You add dynamic behavior to new or existing block definitions by adding parameters and actions to the block in the Block Editor. In the following example, a desk block is shown in the Block Editor. The block contains a linear parameter, which displays similar to a dimension and is labeled “Distance,” and a stretch action, which displays a lightning bolt and a “Stretch” label.
For a block to be dynamic, you must add at least one parameter. You then add an action and associate the action with the parameter. The types of parameters and actions you add to the block definition define how the block reference will work in a drawing.
To create quality dynamic blocks, so you get the results you expect, it is recommended that you follow the steps in the following process. This process will help you author dynamic blocks effectively.
Before you create a dynamic block, you should know what it will look like and how it will be used in a drawing.
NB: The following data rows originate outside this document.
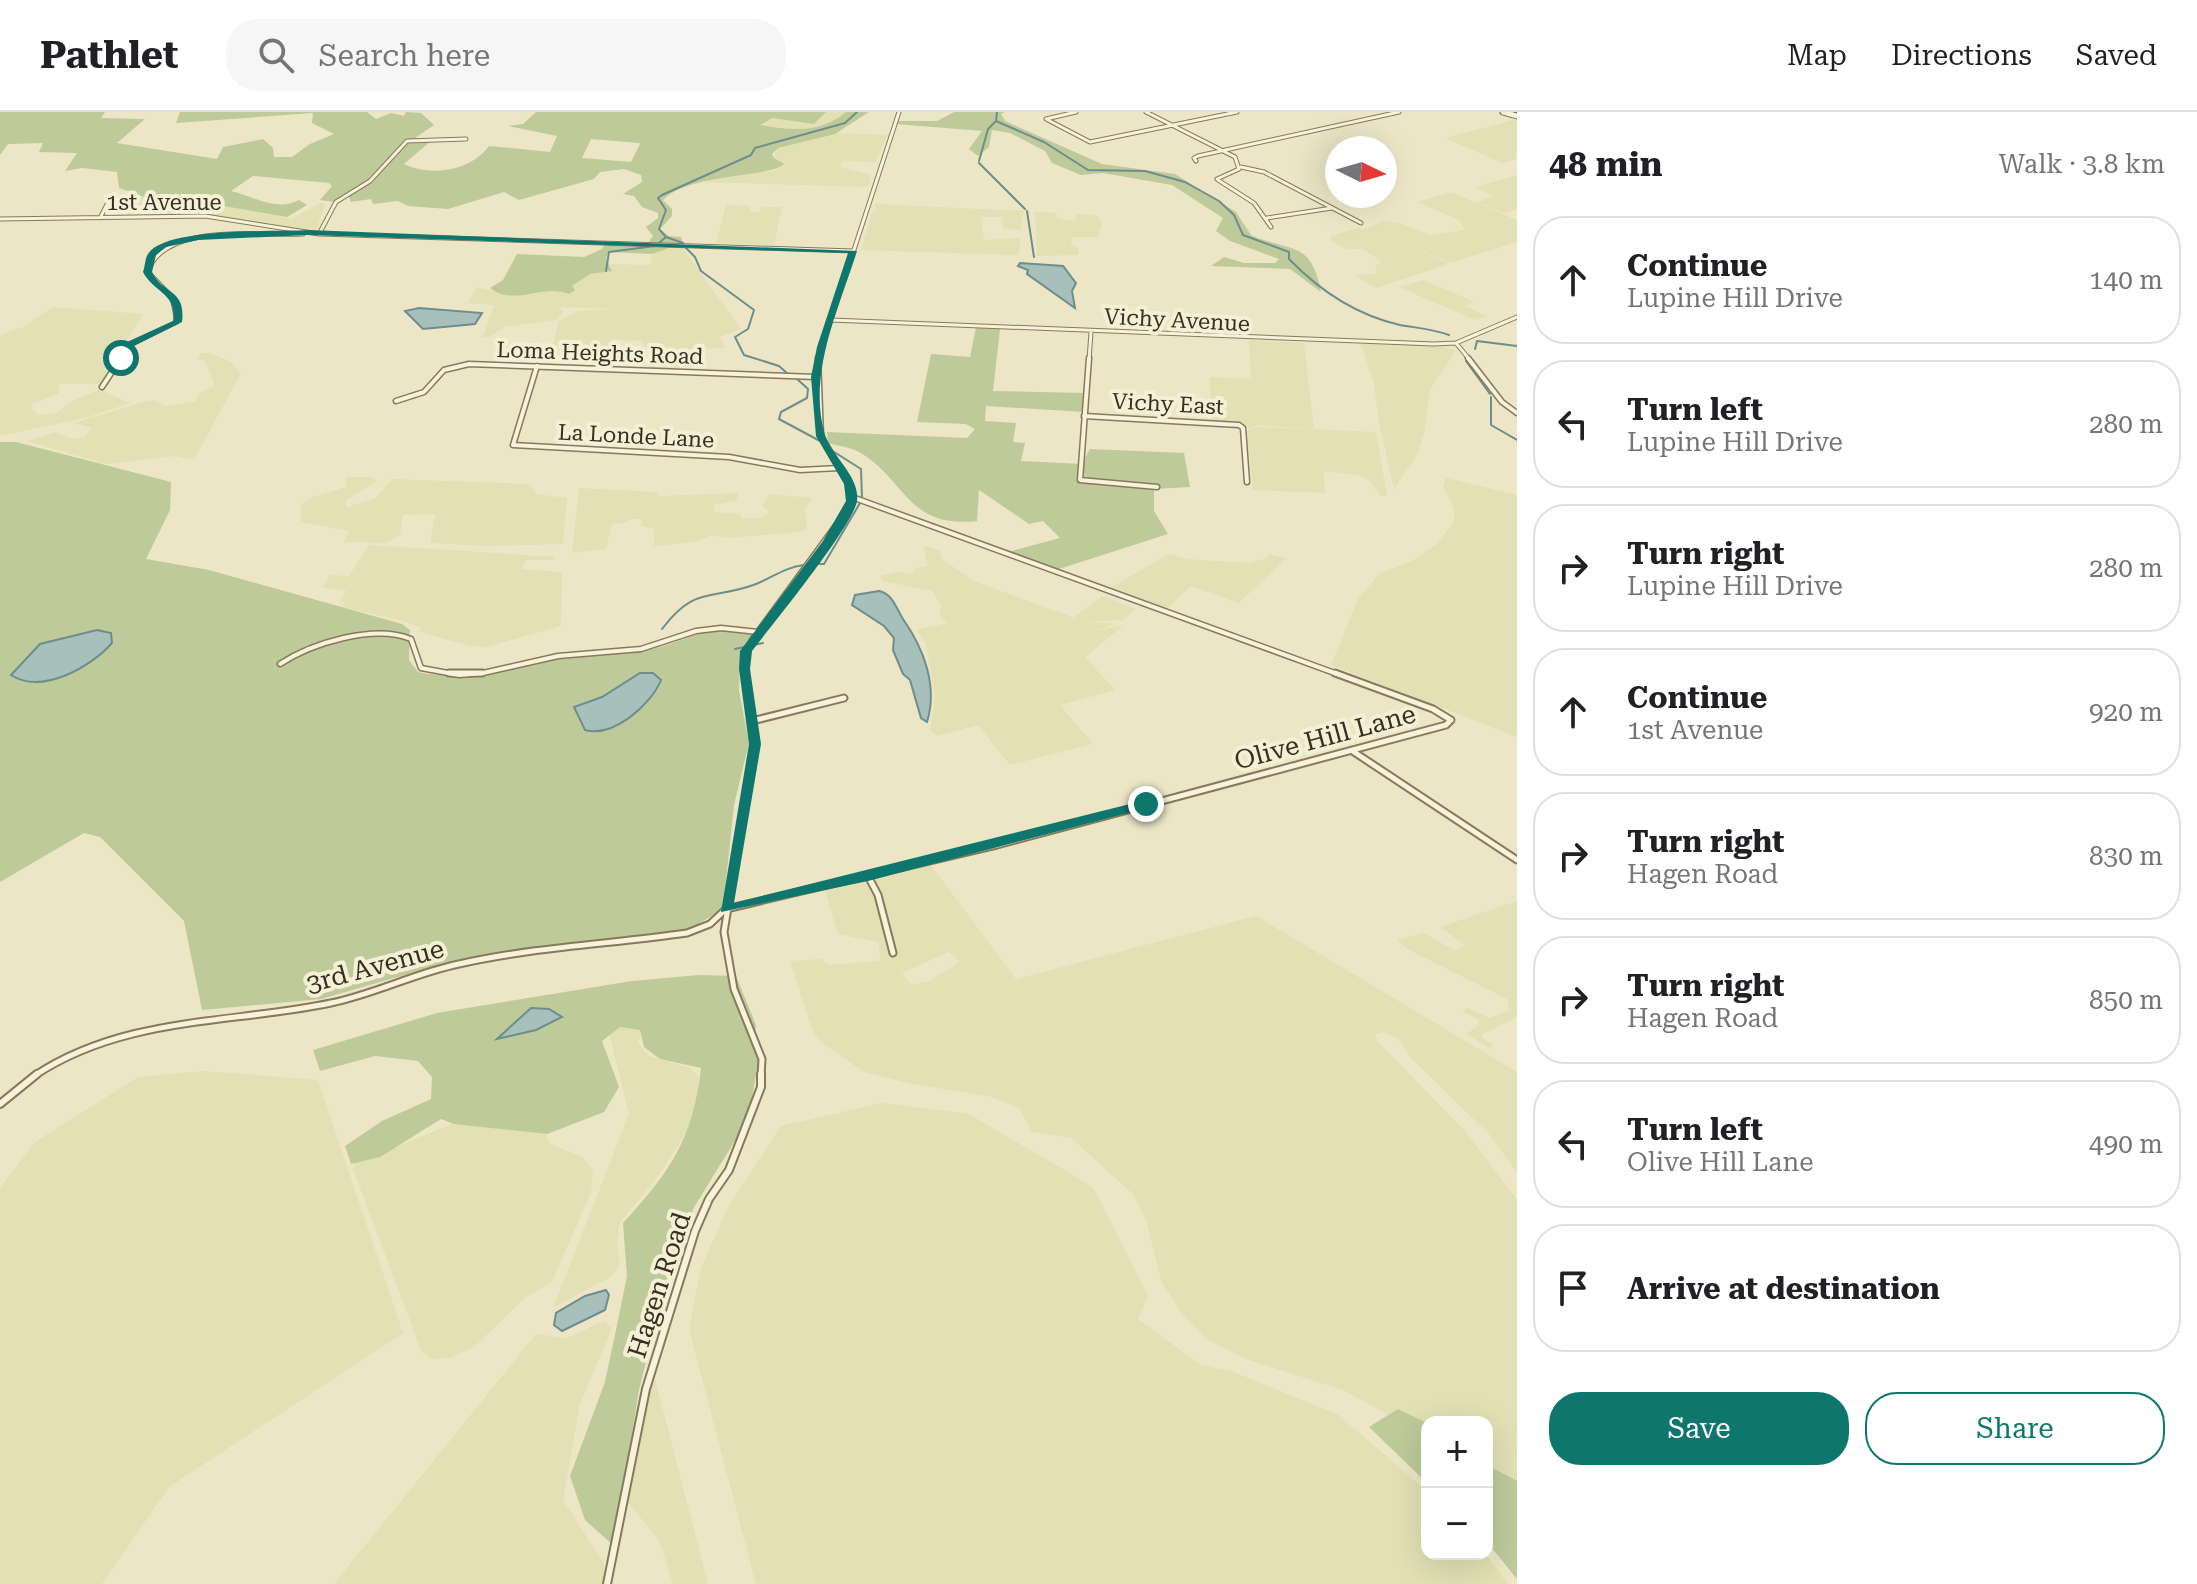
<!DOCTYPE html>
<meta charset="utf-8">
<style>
:root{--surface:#fff;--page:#f6f6f6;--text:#202124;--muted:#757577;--line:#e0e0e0;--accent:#0f766e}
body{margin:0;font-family:"Roboto Serif",serif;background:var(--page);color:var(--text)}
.controls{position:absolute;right:24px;bottom:24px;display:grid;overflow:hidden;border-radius:16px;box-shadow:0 8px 32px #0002}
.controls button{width:72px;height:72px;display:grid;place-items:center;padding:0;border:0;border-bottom:2px solid var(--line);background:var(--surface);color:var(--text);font:40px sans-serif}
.compass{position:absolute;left:1325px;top:24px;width:72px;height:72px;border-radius:50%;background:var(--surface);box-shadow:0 8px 32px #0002;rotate:95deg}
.stop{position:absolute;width:24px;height:24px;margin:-18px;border:6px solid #0f766e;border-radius:50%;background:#fff}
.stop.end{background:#0f766e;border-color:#fff;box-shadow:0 2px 8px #0008}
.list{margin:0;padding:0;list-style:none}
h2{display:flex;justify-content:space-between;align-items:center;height:104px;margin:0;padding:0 32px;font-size:34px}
h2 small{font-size:26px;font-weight:400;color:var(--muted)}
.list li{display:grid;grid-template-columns:52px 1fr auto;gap:24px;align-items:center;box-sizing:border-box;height:128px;margin:0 16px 16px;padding:0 16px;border:2px solid var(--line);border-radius:32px}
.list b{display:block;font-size:30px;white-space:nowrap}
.list p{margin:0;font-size:26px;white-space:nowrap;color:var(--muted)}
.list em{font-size:26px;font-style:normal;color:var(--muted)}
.actions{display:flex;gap:16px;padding:24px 32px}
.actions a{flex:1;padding:18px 0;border:2px solid var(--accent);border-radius:32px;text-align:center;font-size:28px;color:var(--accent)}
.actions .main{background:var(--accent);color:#fff}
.icon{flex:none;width:44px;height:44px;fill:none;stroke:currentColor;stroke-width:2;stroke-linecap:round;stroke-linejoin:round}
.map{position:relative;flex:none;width:1517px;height:1472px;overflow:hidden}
header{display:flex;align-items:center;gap:48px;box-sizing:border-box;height:112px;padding:0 40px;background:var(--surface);border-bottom:2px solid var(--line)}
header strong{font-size:38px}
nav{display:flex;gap:44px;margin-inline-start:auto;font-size:28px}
.search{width:560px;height:72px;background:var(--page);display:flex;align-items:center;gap:20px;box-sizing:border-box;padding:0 28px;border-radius:32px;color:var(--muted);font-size:30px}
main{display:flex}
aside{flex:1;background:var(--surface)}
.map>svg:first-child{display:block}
.farmland{fill:#e2e0b4;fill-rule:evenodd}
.green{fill:#beca9a;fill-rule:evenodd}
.water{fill:#a7c0bc;stroke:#6e8e8b;stroke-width:2}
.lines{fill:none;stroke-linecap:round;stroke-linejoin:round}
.stream{stroke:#6e8e8b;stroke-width:2}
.street-far3-casing{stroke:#87795c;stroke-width:5}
.street-far2-casing{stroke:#87795c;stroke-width:7}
.street-far1-casing{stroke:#87795c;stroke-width:9}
.street-casing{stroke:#87795c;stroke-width:10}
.secondary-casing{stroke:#695a40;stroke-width:7}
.street-far3{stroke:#f7f2d9;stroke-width:3}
.street-far2{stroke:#f7f2d9;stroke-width:4}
.street-far1{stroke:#f7f2d9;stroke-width:5}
.street{stroke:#f7f2d9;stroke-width:6}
.secondary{stroke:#f7f2d9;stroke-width:5}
.route{fill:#0f766e}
.labels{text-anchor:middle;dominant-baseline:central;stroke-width:8;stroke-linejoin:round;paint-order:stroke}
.far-street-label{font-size:22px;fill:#382f20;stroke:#f4efd5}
.street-label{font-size:26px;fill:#382f20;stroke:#f4efd5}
</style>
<header>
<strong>Pathlet</strong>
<div class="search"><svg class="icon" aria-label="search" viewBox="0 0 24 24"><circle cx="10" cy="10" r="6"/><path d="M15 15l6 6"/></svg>Search here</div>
<nav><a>Map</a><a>Directions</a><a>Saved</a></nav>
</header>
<main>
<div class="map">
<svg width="1517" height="1472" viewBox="0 0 1517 1472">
<rect width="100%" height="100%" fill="#ece6c6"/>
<path class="farmland" d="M826 0H847L832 12 803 18 761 14 772 6 814 12Z
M1517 7V47L1502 51 1445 26Z
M839 21 887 23 876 50 843 49 839 55 871 63 868 75 703 70 754 58 775 59 784 52 774 47 776 36Z
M1517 63V97L1504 101 1477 90 1494 84 1476 75Z
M1451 80 1517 108V130L1450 151 1397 127 1449 152 1376 176 1355 164 1377 161 1375 153 1382 150 1363 137H1347L1331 129V124L1358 116 1363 118 1384 109 1400 111 1431 123 1465 118 1459 108 1417 90Z
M120 81 145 85 169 96 218 93 267 99 291 107 320 91 325 92 316 119 301 118 219 104 112 102 109 101Z
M875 92 1024 99 1020 118 1003 116 1002 105H981L984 128 1020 126 1019 143 861 138 872 100 876 99Z
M726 93 750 94 749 100H760L762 95H782L774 133 716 131Z
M1035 100 1057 101V107L1076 108V102L1096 103 1102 112 1098 125H1072L1071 132 1078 136V143L1037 144Z
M682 135 741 217 720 225 725 236 689 237 683 254 675 258 649 256 650 246 667 247 672 241 646 237 642 229 613 227 607 252H573L577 238 553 233 559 209 577 199 620 197 557 195 563 199 557 208 504 215 490 225H483L494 193 468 191 477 175 493 179 560 178 591 160 611 159V152L644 153 651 151 652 142 659 138Z
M1423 168 1474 190 1464 194 1488 204 1475 208 1399 175Z
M53 195 143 202 100 272H59V282L33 291 32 297 38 303 56 301 77 286 100 278 130 291 85 306 0 324V223L23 215Z
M1249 228 1304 231 1314 317 1256 313 1252 316 1246 315 1245 311 1211 309 1210 265 1251 267Z
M1361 232 1439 234 1456 238 1430 278 1425 317 1418 341 1394 377 1379 311 1374 271Z
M201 241H210L231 250 241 261 194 348 176 344 105 352 27 329 55 320 73 327 84 325 92 316 74 311 140 291 154 288 165 294 196 289 199 281 215 274 205 249 196 247Z
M1256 315 1376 320 1387 384H1380L1371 370 1358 363 1324 359 1325 381 1253 378 1247 318Z
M347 365H372L378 369 345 389 347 395 376 386 392 367 530 372 536 382 567 386 563 432 484 434 430 431 435 402 403 403 400 423 387 431 344 430 349 419 301 410V393L309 386 346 375Z
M1446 366 1517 383V625L1331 553 1358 487 1380 461 1412 449 1437 432 1454 409V397L1443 374Z
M579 376 656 380 658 384 738 381 737 388 714 393V400L740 402 742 406H759L770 400 762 394 769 382 812 386 805 397 807 416 802 420 727 426 713 423 695 430 654 434V417L642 414V407H631L624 411 612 412 606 437 572 441Z
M369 433 555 445 553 448H526L522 457 562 460 561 514 486 535 471 534 419 520 421 516 407 510 343 495 345 490H340L346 478 322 476 330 463 349 464Z
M923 433 940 438 942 447 974 469 1072 505 1070 508 1102 484 1136 497 1124 508 1086 510 1114 512 1095 519 1124 513 1085 545 1115 578 1060 593 1093 632 1010 653 978 613 937 624 930 618 935 584 926 532 917 518 947 511 939 501 941 494 933 479 883 469 880 464 897 460 912 462 916 456 928 454Z
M1169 442 1188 447 1249 451 1268 446 1269 442 1286 446 1239 491 1191 474 1167 497 1110 476Z
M930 752 1016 867 1256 804 1517 960V1060L1488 1021 1411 946 1398 927 1385 920 1375 922 1379 931 1465 1019 1517 1088V1376L1487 1364V1310H1427V1324L1343 1278 1249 1248 1207 1228 1181 1200 1161 1169 1147 1111 1133 1082 1071 1026 1032 1020 1019 996 988 984 912 972 864 960 821 930 813 920 790 849 820 847 829 853 880 849 879 830 838 822 825 778ZM949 840 960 850 929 869 911 873 902 861Z
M1517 789V905L1483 922 1481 925 1493 933 1491 937 1466 922 1479 913V908L1462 899 1468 896 1490 906 1509 898 1507 887 1409 838 1397 828 1424 821 1456 839 1465 833 1440 815Z
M643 911 638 931 649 944 691 956 698 964 700 999 659 1063 620 1110 617 1132 620 1152 612 1164 553 1196 629 1002 607 913Z
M204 959 318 968 403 1221 169 1375 102 1472H0V1076L35 1030 138 965Z
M882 991 969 1002 1093 1075 1148 1184 1138 1207 1201 1253 1234 1260 1337 1302 1427 1379V1442H1486L1508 1472H756L689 1217 701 1156 728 1095 781 1014Z
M457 1010 545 1022 550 1031 583 1046 593 1059 591 1080 552 1170 525 1186 474 1235 450 1246 430 1247 421 1238 353 1057 359 1044 382 1041Z
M604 1209 612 1216 580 1292 563 1388 603 1450 607 1472H334L536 1222 566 1226Z
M654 1263 708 1472H673L660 1430 627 1389Z"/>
<path class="green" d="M0 0H105L101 6 145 7 117 31 217 47 223 35 263 27 273 36 274 45H292L310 32 334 22 312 11 313 1 176 11 180 0H367L376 7 391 1 404 4 406 0 421 1 434 13 415 26 432 28 404 52C431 65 471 59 489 34L550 40 557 24 508 14 523 12 536 0H826L814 12 772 6 761 13C794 19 821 21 846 0H869L835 22 778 36 772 42 774 46 784 52C770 66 688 61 663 88L672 97V104L660 117 669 124 681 125 683 131 652 142 609 140 606 146 612 159 590 162 572 174 575 178 569 182C543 171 514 195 490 176L503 168 517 142 584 145 602 137 606 130 648 131 653 124 646 115 658 106V101L642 95 634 84 623 82 642 70 641 63 624 57 600 60 594 67 519 88 504 80 448 97 408 94 398 89 373 92 371 87 351 90 348 82 334 90 320 88 332 74 329 71 253 64 231 79C255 85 277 100 299 88L307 93 287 105 218 93 157 94 153 88 119 76 117 60 82 56 65 59 77 41 39 40 43 31 8 32 0 43ZM591 27 639 31 640 32 631 50 582 46Z
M954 0H1005L1001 2 1005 9 1102 52 1175 62 1236 100 1251 123C1291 141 1311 127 1321 180L1290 157 1211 154 1224 145 1244 151H1275L1279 147 1230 129 1216 119 1223 106 1172 73 1103 61 1081 63 1052 51 1045 39 1010 21 992 18 989 35 978 44 969 37 982 19 896 12 898 9H937Z
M976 215 1000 217 993 279 1084 281V300L986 294 985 309 1016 311 1013 330 1025 331 1021 349 1082 352 1090 337 1184 341 1190 375 1154 377V399L1168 422 1059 457 1032 451 1008 440 1060 426 1043 409 1029 412 979 378 977 409C907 417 906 367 859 340 850 335 838 334 828 331L827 320 967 326 975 317 966 312 917 310 931 242 970 245Z
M0 330H16L171 370 170 398 146 447 209 458 402 512 410 518 409 548 418 560C467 570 510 554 558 547 589 543 621 543 651 537 693 528 703 510 753 522L740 540 739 579 749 631 734 693 723 797 690 817 446 851 321 887 202 898 184 809 100 725 84 721 0 770Z
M699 863 736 864 756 913 754 938 759 945 751 992 739 1022 693 1097 681 1144 666 1169 639 1278 614 1434 585 1408 570 1364 605 1270 616 1218 627 1164 623 1111C670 1060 693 1027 701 956L660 947 644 935 640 918 620 915 602 929 619 975 604 1000 547 1022 454 1012 441 1007 380 1045 351 1052 345 1034 382 1009 431 987 432 965 418 949 375 944 320 959 313 938 437 901 632 869Z
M1398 1297 1427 1311V1371L1369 1315Z
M1487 1353 1517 1369V1467L1487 1430Z"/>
<path class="water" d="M1020 151 1063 154 1076 171 1072 179 1075 196 1027 162 1028 158 1018 154Z
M419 196 482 201 475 212 423 217 405 199Z
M879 479C893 482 896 496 903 507 924 537 938 574 927 610L921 606 910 568 903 562 893 538 894 526 884 514 852 493 855 483Z
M97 518 111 521 112 531C91 555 42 583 11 563L40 532Z
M640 561H653L661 568C651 593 613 626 585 618L574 595 602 585Z
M531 896 549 897 562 905 536 918 497 927Z
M606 1178 609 1183 605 1198 562 1219 554 1213 556 1201 585 1184Z"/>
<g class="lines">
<path class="stream" d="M997 0 996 9 1044 30 1088 58 1145 59 1185 70 1219 89 1234 103 1243 123 1289 140V147C1320 179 1356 203 1400 213 1417 216 1433 217 1449 223
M979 49 988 17 996 9
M979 51 1025 97
M1027 99 1034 145
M666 125 683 131
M659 131 666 125 659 117 666 98 658 86 662 83 751 43 755 36 845 11 857 0
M684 134 695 145 701 159 754 198 748 217 735 225 744 243 779 254 788 262
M606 159 609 140 655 134
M1475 237 1477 229 1517 234
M1466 249 1490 282
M796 266 808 277 807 286 781 300 779 307 820 329
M1491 285V313L1517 328
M831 338 861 357 862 386
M816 452H824L860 391
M662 517C696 472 712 489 756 472 773 465 786 455 804 453
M735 537 763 531"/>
<defs>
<path id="street-far3" d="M1076 0 1046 7 1090 30 1237 0
M1146 0 1235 45 1239 57 1217 67
M1196 49 1194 46 1198 44 1399 0
M1241 55 1264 60 1361 111
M1218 68 1254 91 1271 115
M100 106 112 83
M1267 106 1332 96
M0 107 205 104 319 122 853 139
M319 122 336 90 370 69 407 29 466 27
M831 208 1434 232 1456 231 1517 205
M1456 231 1470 248
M120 248 131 232 177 210 172 185 148 160C163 110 260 124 303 122
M818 248 899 0
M1089 248 1091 220"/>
<path id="street-far2" d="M1089 246 1080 368 1157 375
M1468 246 1502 290 1517 301
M537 254 513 333 729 345 800 358 839 356
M102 275 121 246
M396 289 424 280 444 258 469 252 816 265
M1084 304 1239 313 1243 316 1247 370
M852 385 1340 563
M280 552C312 531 374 512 411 527L421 556 459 563 483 561 558 544 641 537 696 519 721 516 758 520
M746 563 744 550 752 528 851 393 849 372 821 324 818 246"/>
<path id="street-far1" d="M449 561H482
M745 561 755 632 724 820 734 877 762 947 761 964
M752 609 844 586
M1354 640 1517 748
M868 764 878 783 893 841
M34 964C124 904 230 912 331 891 375 882 415 861 459 852 534 835 611 832 687 821L710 812 726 797 997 733 1446 613 1451 608 1433 597 1335 561"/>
<path id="street" d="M0 992 37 962
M607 1472 646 1277 695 1119 709 1087 729 1058 761 975V962"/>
<path id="secondary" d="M1503 0 1517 4"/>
</defs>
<use href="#street-far3" class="street-far3-casing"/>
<use href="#street-far2" class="street-far2-casing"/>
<use href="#street-far1" class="street-far1-casing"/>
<use href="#street" class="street-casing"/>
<use href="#secondary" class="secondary-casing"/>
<use href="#street-far3" class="street-far3"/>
<use href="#street-far2" class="street-far2"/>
<use href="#street-far1" class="street-far1"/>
<use href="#street" class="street"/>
<use href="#secondary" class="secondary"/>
</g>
<path class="route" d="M308 118 857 139C839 196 807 262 825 323 832 345 860 364 857 389 853 414 772 513 752 539L750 557 761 632 734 791 1146 688 1153 692 1151 695 868 769 721 800 749 632 739 557 740 539 823 429 846 389 844 372 816 324 811 265 817 235 848 141 308 123 198 128 166 135 156 143 152 160C163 183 186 176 182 210L134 234 125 248 117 246 127 230 173 209C177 181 154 181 143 160 145 155 145 146 148 142 165 115 277 120 308 118Z"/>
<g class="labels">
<g class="far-street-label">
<text x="164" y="90">1st Avenue</text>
<text transform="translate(1177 208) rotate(3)">Vichy Avenue</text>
<text transform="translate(600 241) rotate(2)">Loma Heights Road</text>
<text transform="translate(1168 292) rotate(3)">Vichy East</text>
<text transform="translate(636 324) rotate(3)">La Londe Lane</text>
</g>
<g class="street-label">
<text transform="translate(1325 625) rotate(-15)">Olive Hill Lane</text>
<text transform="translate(375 854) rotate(-15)">3rd Avenue</text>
<text transform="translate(659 1173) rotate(-72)">Hagen Road</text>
</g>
</g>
</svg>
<div class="controls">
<button>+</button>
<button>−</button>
</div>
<svg class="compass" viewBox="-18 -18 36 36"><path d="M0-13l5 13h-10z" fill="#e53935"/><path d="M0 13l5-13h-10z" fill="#757577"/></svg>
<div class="stop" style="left:121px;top:246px"></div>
<div class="stop end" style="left:1146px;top:692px"></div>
</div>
<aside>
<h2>48 min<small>Walk · 3.8 km</small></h2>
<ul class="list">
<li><svg class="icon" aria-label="ahead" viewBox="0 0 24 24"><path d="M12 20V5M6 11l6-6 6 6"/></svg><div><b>Continue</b><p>Lupine Hill Drive</p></div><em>140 m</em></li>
<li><svg class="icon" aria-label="left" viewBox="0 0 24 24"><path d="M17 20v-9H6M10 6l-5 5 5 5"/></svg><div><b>Turn left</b><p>Lupine Hill Drive</p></div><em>280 m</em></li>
<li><svg class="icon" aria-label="right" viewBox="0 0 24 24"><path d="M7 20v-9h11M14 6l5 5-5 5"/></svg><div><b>Turn right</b><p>Lupine Hill Drive</p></div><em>280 m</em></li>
<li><svg class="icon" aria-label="ahead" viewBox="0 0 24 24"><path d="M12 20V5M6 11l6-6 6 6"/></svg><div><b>Continue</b><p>1st Avenue</p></div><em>920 m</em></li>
<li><svg class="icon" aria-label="right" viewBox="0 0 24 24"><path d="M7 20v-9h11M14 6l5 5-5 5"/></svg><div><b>Turn right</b><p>Hagen Road</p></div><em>830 m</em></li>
<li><svg class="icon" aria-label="right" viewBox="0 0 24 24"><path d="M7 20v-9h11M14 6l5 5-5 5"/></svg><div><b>Turn right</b><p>Hagen Road</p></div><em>850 m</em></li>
<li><svg class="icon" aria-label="left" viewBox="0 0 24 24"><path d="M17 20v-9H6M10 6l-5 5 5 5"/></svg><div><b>Turn left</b><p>Olive Hill Lane</p></div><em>490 m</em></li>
<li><svg class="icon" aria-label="arrive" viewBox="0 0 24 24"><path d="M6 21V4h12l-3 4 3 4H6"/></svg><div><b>Arrive at destination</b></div></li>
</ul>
<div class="actions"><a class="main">Save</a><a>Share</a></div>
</aside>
</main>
Decide which objects within the block will change or move when the dynamic block reference is manipulated. Furthermore, decide how these objects will change. For example, you might create a dynamic block that can be resized. In addition, when the block reference is resized, additional geometry may be displayed. These factors determine the types of parameters and actions you add to the block definition, and how you make the parameters, actions, and geometry work together.
You can draw the geometry for your dynamic block in the drawing area, the Block Editor contextual tab, or the Block Editor. You can also use existing geometry in a drawing or an existing block definition.
Before you add parameters and actions to your block definition, understand their dependencies on each other and on the geometry within the block. When you add an action to the block definition, you will need to associate the action with a parameter and a selection set of geometry. This creates a dependency. When you add multiple parameters and actions to a dynamic block reference, you will need to set up the correct dependencies in order for the block reference to function properly in a drawing.
For example, you create a dynamic block that contains several objects. Some of the objects have a stretch action associated with them. You also want all the objects to rotate around the same base point. In this case, you should add the rotate action after adding all the other parameters and actions. If the rotate action isn't associated with all of the other objects (geometry, parameters, and actions) in the block definition, parts of the block reference may not rotate or manipulating the block reference may cause unexpected results.
Add the appropriate actions to the dynamic block definition. Follow the prompts at the Command prompt, making sure to associate the actions with the correct parameters and geometry. For more information about using actions, see .
You can specify how the dynamic block reference will be manipulated in the drawing. You can manipulate a dynamic block reference through custom grips and custom properties. When you create a dynamic block definition, you define what grips are displayed and how they edit the dynamic block reference. You also specify whether or not custom properties for the block will be shown in the Properties palette and whether or not these properties can be changed through the palette or through custom grips.